Y entonces en toda la sala se escuchó un gran aplauso, pues había empezado a sonar una canción muy bonita para dar paso al interior del lugar a los novios, que acababan de llegar. Ellas se unieron también al aplauso mientras lo veían caminar hasta la mesa nupcial, poniéndose en pie para poder ver los guapos que estaban y los felices que parecían.


Hora y media después

—¡Pero Gab!

Gwen y Sam seguían sentada en el mismo sitio, con la única diferencia de que ya habían cenado su delicioso menú vegetariano, acompañado con un par de copas de un suave vino blanco. Después de cenar, Gabriel había ido hasta ellas y llevaban quince minutos jugando con él. Ahora mismo las chicas estaban sentadas una en frente de la otra, mientras que Gabriel estaba sentado sobre el regazo de Sam y jugaba Gwendoline que la tenía en frente. La rubia le tapaba continuamente los ojos y cada vez que lo dejaba ver otra vez, la morena ponía una cara diferente para hacerlo reír.

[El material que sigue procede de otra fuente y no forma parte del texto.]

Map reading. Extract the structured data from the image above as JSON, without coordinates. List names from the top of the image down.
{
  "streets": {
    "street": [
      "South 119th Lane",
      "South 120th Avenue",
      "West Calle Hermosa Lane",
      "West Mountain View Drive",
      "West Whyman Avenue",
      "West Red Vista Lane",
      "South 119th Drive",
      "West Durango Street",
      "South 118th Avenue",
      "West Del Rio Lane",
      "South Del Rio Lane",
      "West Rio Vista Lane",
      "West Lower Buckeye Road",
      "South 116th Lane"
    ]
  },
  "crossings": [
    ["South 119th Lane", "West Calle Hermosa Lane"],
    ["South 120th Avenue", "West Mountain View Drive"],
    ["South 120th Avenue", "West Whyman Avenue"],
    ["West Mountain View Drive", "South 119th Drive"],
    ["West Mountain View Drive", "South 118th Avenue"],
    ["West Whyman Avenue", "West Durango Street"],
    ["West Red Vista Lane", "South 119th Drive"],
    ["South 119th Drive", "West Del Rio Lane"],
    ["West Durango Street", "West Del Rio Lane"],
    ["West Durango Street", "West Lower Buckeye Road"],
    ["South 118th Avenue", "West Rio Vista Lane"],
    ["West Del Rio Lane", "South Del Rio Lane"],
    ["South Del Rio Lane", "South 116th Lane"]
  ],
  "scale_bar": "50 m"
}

De vez en cuando Gwendoline también se tapaba la cara y Gabriel intentaba llegar a sus manos para que dejase de esconderse.

La risa del pequeño resonaba por todos lados, la cual era terriblemente contagiosa, de esas que no pueden hacer que tú dejes de sonreír.

De los primos de Sam allí sentados, tres seguían con el móvil, mientras que Lea miraba con amor a Gabriel jugando con su hermana y Gwendoline. Jacob y su novia habían ido al baño en ese momento, por lo que la mesa estaba bastante tranquila. Cabe añadir que durante toda la cena Jacob no paró de contarle a sus primos batallitas de él y Sam cuando eran pequeños, pese a que tampoco eran demasiadas. Era gracioso porque Sam recordaba muchas de las cosas que contaba diferentes, pero ya era un milagro que las recordase. Y no iba a ser ella quién rompiese los recuerdos de Jacob.

—¡Ñooo! —Gritó divertido Gabriel cuando Gwen se tapó los ojos, señalando sus manos.

—¡Pero Gwen, deja de esconderte de Gabriel! —Y el niño miró entonces a Sam, con una sonrisa diseñada para derretir corazones.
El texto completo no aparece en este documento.